ASSIGNMENT:
Pick out every line in the data below that holds "roads".

Collected data entries:
+===+
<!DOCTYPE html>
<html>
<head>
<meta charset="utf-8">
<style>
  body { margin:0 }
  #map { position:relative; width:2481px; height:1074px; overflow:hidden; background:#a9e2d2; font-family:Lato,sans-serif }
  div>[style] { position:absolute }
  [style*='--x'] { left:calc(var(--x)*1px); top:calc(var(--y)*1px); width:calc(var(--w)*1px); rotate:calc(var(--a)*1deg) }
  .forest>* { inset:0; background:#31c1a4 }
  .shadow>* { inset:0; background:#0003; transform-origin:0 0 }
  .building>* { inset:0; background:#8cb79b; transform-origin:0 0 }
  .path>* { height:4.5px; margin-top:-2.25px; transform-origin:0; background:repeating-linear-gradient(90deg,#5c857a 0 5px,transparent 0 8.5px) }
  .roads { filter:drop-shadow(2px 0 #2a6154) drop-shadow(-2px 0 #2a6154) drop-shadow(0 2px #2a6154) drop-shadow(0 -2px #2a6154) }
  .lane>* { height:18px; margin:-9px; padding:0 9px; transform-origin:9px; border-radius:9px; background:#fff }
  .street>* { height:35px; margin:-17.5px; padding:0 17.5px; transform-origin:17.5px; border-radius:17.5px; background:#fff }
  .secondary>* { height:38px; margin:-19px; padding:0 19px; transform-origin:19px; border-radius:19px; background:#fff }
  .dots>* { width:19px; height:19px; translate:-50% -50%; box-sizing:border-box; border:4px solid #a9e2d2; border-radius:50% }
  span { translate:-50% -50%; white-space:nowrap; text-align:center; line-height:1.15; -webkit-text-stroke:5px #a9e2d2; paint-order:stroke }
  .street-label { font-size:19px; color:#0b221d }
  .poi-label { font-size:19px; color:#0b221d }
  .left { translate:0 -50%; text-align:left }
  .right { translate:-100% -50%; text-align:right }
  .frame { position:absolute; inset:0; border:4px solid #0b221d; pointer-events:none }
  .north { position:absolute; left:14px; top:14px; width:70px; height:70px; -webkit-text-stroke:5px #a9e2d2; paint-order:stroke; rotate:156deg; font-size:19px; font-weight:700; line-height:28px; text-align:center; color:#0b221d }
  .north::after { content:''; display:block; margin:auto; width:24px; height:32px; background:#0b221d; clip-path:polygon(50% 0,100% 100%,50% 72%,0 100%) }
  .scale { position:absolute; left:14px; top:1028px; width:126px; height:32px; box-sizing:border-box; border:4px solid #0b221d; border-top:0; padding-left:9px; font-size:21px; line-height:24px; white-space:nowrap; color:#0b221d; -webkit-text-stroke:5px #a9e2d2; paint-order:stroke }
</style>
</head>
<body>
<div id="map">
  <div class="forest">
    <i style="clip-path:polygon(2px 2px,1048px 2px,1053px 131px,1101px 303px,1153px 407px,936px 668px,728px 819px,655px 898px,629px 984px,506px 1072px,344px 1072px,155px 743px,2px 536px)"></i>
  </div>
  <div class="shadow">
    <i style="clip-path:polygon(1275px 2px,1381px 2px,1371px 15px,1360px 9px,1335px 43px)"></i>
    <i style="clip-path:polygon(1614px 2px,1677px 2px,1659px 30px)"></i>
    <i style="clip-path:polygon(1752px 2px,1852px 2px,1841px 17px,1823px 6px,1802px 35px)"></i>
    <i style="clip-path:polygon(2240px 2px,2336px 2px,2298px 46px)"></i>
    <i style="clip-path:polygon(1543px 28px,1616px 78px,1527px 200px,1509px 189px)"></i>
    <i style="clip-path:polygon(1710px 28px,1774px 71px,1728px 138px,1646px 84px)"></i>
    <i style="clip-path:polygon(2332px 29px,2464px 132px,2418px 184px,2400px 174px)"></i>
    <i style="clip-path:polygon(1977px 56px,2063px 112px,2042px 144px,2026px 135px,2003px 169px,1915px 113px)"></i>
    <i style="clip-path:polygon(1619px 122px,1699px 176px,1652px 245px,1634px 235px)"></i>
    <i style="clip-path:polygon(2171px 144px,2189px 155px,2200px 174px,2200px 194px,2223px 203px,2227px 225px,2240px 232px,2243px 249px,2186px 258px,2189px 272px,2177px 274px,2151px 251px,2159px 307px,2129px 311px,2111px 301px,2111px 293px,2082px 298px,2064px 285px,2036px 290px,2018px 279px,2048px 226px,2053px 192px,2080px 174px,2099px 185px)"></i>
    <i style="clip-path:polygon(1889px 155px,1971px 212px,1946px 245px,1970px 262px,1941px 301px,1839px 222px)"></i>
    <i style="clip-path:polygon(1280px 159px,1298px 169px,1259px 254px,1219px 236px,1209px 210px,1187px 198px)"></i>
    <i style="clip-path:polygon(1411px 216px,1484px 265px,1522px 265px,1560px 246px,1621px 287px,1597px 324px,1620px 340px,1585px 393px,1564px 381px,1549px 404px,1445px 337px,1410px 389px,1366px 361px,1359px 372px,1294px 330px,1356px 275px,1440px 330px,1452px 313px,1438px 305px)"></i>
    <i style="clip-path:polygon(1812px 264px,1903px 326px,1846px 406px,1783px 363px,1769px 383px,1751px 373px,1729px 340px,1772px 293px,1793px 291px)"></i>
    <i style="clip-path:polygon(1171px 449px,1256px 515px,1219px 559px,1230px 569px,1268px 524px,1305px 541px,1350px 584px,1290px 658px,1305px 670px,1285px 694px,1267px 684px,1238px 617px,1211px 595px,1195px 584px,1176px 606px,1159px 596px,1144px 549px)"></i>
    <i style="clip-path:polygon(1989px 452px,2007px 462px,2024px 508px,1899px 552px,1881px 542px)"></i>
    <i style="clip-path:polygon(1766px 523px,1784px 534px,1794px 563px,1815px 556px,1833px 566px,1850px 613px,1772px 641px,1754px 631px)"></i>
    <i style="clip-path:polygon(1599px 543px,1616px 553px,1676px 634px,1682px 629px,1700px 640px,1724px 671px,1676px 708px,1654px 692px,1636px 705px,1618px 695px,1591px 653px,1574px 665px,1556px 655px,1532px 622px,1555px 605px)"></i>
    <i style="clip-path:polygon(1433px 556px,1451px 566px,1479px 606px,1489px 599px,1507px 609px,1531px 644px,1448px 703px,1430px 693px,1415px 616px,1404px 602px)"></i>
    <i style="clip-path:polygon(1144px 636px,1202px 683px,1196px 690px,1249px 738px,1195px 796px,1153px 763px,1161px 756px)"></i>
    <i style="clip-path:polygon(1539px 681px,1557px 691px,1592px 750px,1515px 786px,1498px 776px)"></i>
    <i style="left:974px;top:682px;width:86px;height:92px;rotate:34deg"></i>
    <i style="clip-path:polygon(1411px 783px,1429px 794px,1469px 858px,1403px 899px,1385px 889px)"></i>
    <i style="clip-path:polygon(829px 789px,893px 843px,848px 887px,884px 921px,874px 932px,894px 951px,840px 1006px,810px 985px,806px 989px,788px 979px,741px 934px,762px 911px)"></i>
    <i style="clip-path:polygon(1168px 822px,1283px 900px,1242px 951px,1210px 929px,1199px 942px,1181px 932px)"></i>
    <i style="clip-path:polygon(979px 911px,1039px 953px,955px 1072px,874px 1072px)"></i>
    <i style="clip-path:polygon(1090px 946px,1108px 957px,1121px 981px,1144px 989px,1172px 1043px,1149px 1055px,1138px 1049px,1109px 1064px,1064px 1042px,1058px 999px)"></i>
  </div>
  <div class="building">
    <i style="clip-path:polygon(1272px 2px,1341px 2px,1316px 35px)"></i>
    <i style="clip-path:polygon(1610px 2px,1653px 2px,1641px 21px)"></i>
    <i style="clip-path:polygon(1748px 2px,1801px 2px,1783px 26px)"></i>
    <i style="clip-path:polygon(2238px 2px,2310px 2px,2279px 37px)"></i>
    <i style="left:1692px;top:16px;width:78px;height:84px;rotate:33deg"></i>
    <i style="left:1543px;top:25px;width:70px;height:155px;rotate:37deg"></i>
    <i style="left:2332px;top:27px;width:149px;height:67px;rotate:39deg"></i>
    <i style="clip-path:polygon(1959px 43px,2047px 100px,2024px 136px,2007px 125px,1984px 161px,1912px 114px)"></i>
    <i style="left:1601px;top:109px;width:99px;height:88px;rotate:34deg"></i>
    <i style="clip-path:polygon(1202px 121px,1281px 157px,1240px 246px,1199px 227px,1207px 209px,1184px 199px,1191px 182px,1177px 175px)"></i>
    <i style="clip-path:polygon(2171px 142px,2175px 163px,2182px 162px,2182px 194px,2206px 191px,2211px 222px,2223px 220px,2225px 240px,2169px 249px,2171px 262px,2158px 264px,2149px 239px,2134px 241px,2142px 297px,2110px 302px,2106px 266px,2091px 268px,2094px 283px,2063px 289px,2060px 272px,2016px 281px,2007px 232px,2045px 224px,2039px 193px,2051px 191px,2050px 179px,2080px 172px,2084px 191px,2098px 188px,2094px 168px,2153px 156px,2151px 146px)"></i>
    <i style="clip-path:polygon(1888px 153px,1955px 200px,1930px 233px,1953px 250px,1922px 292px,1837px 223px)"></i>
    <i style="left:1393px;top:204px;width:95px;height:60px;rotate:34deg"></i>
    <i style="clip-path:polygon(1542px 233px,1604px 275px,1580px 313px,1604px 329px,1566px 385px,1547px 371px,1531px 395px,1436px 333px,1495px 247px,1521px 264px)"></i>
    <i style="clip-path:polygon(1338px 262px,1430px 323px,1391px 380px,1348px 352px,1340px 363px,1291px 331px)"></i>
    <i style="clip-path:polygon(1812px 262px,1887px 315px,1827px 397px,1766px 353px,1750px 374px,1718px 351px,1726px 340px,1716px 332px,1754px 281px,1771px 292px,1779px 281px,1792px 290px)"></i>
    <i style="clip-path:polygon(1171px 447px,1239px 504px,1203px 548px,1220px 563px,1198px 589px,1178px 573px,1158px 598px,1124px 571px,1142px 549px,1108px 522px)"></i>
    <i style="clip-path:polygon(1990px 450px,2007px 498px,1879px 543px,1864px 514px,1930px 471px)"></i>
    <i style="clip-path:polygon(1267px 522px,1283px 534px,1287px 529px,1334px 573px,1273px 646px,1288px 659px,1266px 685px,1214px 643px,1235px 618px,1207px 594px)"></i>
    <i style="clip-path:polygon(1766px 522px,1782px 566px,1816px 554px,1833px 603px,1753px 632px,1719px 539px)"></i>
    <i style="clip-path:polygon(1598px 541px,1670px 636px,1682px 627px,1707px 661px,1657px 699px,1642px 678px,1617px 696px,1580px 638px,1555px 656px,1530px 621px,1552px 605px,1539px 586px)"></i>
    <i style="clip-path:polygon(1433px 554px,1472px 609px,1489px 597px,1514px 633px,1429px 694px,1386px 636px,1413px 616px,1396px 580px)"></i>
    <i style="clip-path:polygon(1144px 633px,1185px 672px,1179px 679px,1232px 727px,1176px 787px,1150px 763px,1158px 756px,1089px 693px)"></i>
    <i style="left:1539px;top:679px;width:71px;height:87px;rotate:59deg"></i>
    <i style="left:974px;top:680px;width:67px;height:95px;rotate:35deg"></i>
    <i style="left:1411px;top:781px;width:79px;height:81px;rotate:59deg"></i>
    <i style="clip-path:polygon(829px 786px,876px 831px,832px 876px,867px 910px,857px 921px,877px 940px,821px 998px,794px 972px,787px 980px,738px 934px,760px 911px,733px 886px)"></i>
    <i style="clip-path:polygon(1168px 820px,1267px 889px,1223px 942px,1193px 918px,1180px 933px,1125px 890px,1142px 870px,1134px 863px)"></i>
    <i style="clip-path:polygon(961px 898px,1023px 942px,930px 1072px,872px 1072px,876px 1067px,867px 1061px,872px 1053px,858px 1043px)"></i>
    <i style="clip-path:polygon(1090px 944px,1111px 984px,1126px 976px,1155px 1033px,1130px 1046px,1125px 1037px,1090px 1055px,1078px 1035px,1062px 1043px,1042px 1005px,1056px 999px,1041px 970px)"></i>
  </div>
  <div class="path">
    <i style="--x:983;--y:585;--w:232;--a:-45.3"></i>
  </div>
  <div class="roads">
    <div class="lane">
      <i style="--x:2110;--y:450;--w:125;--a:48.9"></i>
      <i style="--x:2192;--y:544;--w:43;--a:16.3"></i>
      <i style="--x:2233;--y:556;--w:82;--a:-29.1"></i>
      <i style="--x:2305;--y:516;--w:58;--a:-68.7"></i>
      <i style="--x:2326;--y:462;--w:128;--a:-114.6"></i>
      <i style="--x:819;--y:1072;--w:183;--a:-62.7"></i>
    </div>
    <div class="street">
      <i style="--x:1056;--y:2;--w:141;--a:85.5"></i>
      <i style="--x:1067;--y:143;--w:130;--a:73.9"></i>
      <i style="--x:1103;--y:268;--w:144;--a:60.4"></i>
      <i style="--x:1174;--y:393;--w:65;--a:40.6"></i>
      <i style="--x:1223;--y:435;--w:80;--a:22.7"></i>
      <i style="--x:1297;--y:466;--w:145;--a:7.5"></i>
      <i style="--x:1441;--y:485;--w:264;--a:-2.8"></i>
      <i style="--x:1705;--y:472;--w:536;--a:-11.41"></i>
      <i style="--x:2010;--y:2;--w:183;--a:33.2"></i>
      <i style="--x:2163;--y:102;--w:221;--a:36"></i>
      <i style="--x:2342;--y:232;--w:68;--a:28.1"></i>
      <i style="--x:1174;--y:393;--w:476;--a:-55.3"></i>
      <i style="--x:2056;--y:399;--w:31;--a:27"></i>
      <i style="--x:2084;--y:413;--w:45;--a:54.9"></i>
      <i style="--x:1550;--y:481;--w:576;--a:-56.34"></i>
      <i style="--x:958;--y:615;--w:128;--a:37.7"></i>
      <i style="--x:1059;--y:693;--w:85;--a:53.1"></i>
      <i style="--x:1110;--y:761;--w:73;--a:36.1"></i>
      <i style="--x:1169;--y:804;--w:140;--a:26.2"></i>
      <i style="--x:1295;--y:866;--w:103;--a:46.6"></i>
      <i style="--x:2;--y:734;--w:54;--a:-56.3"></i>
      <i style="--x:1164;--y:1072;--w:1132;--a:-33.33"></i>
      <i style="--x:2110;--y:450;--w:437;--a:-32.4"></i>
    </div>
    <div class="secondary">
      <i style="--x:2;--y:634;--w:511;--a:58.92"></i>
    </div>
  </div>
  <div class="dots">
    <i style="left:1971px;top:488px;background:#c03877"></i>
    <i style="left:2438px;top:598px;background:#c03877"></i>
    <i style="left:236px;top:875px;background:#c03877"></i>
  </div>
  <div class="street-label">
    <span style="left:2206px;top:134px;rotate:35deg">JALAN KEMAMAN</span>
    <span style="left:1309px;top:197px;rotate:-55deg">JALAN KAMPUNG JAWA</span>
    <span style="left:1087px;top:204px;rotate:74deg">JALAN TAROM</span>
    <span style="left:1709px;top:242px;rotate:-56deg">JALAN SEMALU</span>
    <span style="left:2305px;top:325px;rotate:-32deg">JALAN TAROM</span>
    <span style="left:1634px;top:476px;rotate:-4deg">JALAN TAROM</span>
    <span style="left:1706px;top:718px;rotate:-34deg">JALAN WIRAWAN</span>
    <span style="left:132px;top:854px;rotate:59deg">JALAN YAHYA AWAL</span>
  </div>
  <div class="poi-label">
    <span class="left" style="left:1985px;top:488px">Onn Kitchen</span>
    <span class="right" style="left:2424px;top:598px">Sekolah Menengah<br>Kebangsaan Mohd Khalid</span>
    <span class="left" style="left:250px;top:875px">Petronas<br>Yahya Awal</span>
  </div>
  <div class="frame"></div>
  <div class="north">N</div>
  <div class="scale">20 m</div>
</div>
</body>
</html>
+===+
TASK RESPONSE:
  .roads { filter:drop-shadow(2px 0 #2a6154) drop-shadow(-2px 0 #2a6154) drop-shadow(0 2px #2a6154) drop-shadow(0 -2px #2a6154) }
  <div class="roads">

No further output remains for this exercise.